#### Provided information
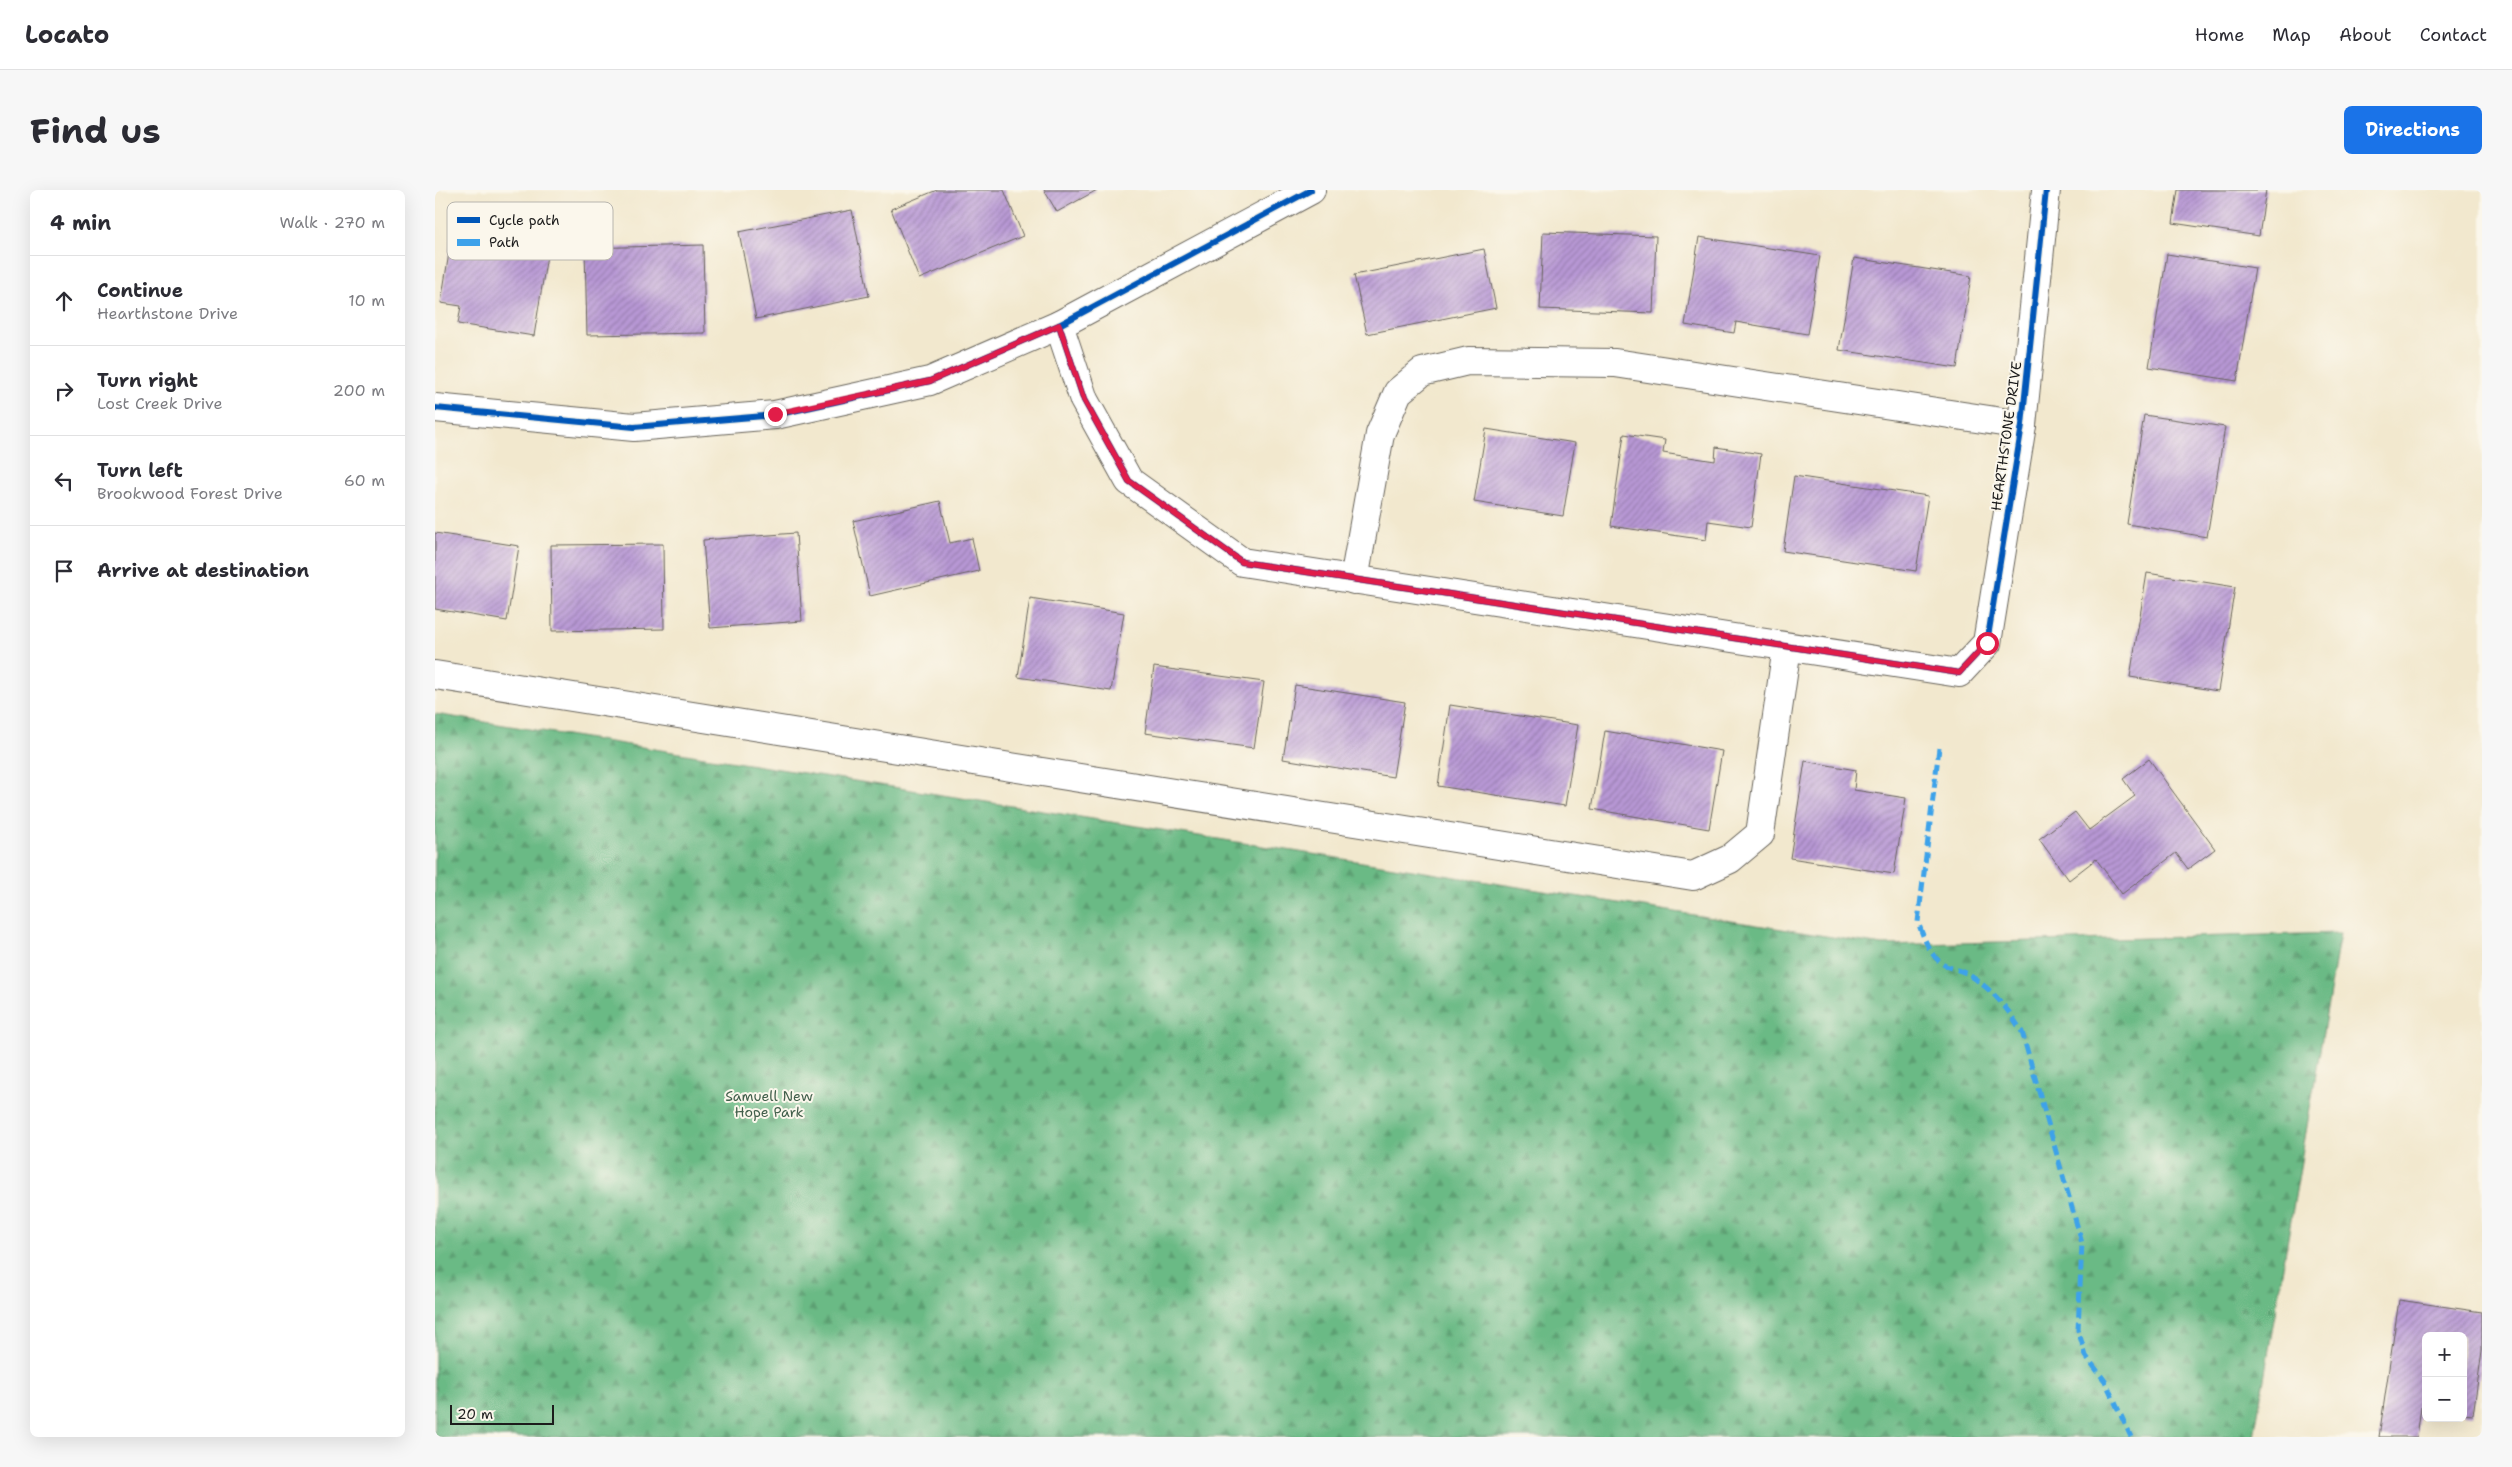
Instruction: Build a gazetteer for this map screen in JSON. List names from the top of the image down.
########
#### Provided information
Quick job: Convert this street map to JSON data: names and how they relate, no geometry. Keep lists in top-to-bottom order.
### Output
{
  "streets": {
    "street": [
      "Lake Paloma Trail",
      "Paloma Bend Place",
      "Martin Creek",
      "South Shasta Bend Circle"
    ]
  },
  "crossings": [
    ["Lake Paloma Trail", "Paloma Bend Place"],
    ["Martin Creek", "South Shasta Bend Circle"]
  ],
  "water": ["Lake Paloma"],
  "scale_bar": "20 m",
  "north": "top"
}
########
Assigned task — Retrieve every line above holding the word "JSON".

Finished exercise —
Instruction: Build a gazetteer for this map screen in JSON. List names from the top of the image down.
Quick job: Convert this street map to JSON data: names and how they relate, no geometry. Keep lists in top-to-bottom order.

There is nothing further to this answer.